Hubert Bobo

No. 84, 57
- Position: Linebacker

Personal information
- Born: July 2, 1934 Athens, Ohio, U.S.
- Died: September 1, 1999 (aged 65) Nevada, U.S.
- Listed height: 6 ft 0 in (1.83 m)
- Listed weight: 220 lb (100 kg)

Career information
- College: Ohio State
- NFL draft: 1957 (13th round, 146th overall pick)

Career history
- Hamilton Tiger-Cats (1958); Los Angeles Chargers (1960); New York Titans (1961–1962);

Awards and highlights
- National champion (1954); Second-team All-Big Ten (1954);

Career AFL statistics
- Interceptions: 5
- Sacks: 2
- Stats at Pro Football Reference

= Hubert Bobo =

American football player (1934–1999)

Hubert Lee Bobo (July 2, 1934 – September 1, 1999) was an American professional football player who was a linebacker in the American Football League (AFL) and Canadian Football League (CFL). He played college football for the Ohio State Buckeyes, and then played in the AFL for the Los Angeles Chargers in 1960 and the New York Titans from 1961–1962. Hubert also played in the CFL during the 1958 season as a member of the Hamilton Tiger-Cats. Prior to his pro career, Bobo was a dominating force in high school football when he played as running back, linebacker, and kicker.
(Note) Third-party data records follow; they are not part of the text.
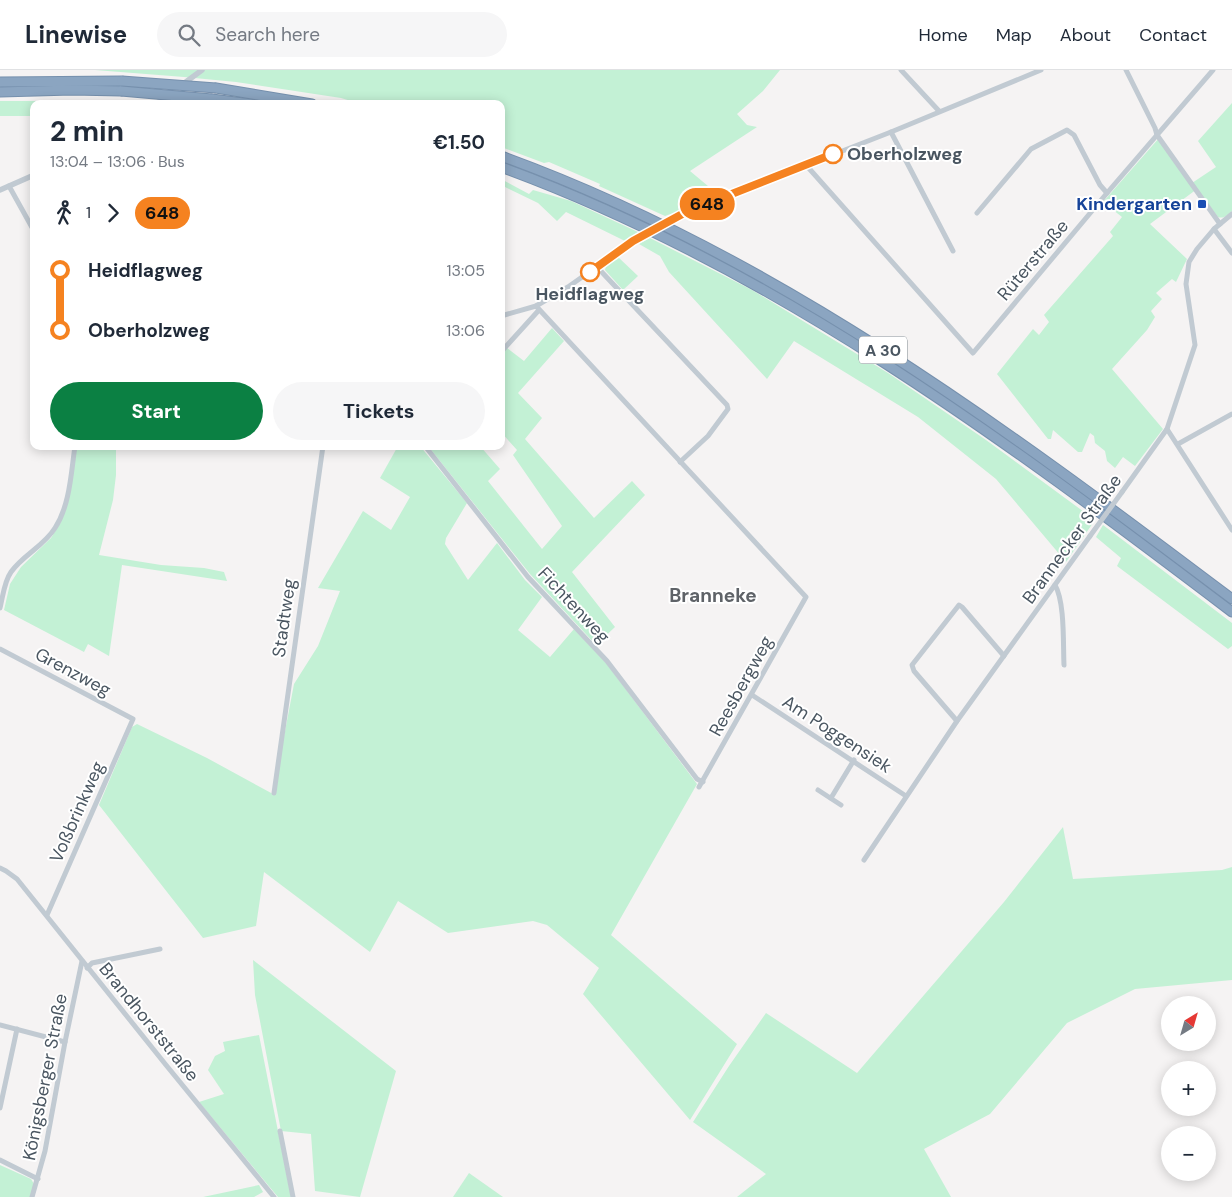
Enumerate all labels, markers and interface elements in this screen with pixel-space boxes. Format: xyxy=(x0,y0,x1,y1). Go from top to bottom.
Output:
search box xyxy=(157,12,507,57)
text: Linewise xyxy=(25,19,127,50)
icon: search xyxy=(175,21,203,49)
text: Search here xyxy=(215,22,320,47)
text: Home xyxy=(918,23,968,47)
text: Map xyxy=(996,23,1032,47)
text: About xyxy=(1060,23,1111,47)
text: Contact xyxy=(1139,23,1207,47)
text: 2 min xyxy=(50,113,124,150)
text: €1.50 xyxy=(433,130,485,155)
place label: Oberholzweg xyxy=(847,142,963,166)
marker: Oberholzweg xyxy=(823,144,843,164)
text: 13:04 – 13:06 · Bus xyxy=(50,151,185,172)
line badge: 648 xyxy=(678,188,736,220)
text: 648 xyxy=(690,192,724,216)
place label: Kindergarten xyxy=(1076,192,1192,216)
marker: Kindergarten xyxy=(1196,198,1208,210)
icon: walk xyxy=(50,199,78,227)
icon: forward xyxy=(99,199,127,227)
text: 648 xyxy=(145,201,180,225)
text: 1 xyxy=(86,202,91,223)
street label: Rüterstraße xyxy=(992,214,1074,306)
text: Heidflagweg xyxy=(88,258,203,283)
text: 13:05 xyxy=(447,260,485,281)
marker: Heidflagweg xyxy=(580,262,600,282)
place label: Heidflagweg xyxy=(536,282,644,306)
text: Oberholzweg xyxy=(88,318,210,343)
text: 13:06 xyxy=(446,320,485,341)
road number: A 30 xyxy=(859,336,907,364)
button: Start xyxy=(50,382,263,440)
button: Tickets xyxy=(273,382,485,440)
street label: Brannecker Straße xyxy=(1017,469,1127,609)
street label: Fichtenweg xyxy=(533,562,615,648)
street label: Stadtweg xyxy=(267,577,301,659)
district label: Branneke xyxy=(669,583,757,608)
street label: Reesbergweg xyxy=(704,632,778,740)
street label: Grenzweg xyxy=(31,642,115,702)
street label: Am Poggensiek xyxy=(778,690,896,778)
street label: Voßbrinkweg xyxy=(44,757,110,867)
street label: Brandhorststraße xyxy=(94,958,204,1086)
street label: Königsberger Straße xyxy=(17,992,73,1162)
north arrow xyxy=(1161,996,1216,1051)
map controls xyxy=(1161,996,1216,1181)
button: + xyxy=(1161,1061,1216,1116)
button: − xyxy=(1161,1126,1216,1181)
Bobo still to this day holds several state of Ohio and national records for his efforts at the high school level. After his high school career ended, Bobo attended Ohio State University sharing a backfield with Bobby Watkins and Howard "Hopalong" Cassady helping lead the Buckeyes to an undefeated season and the 1954 National Championship.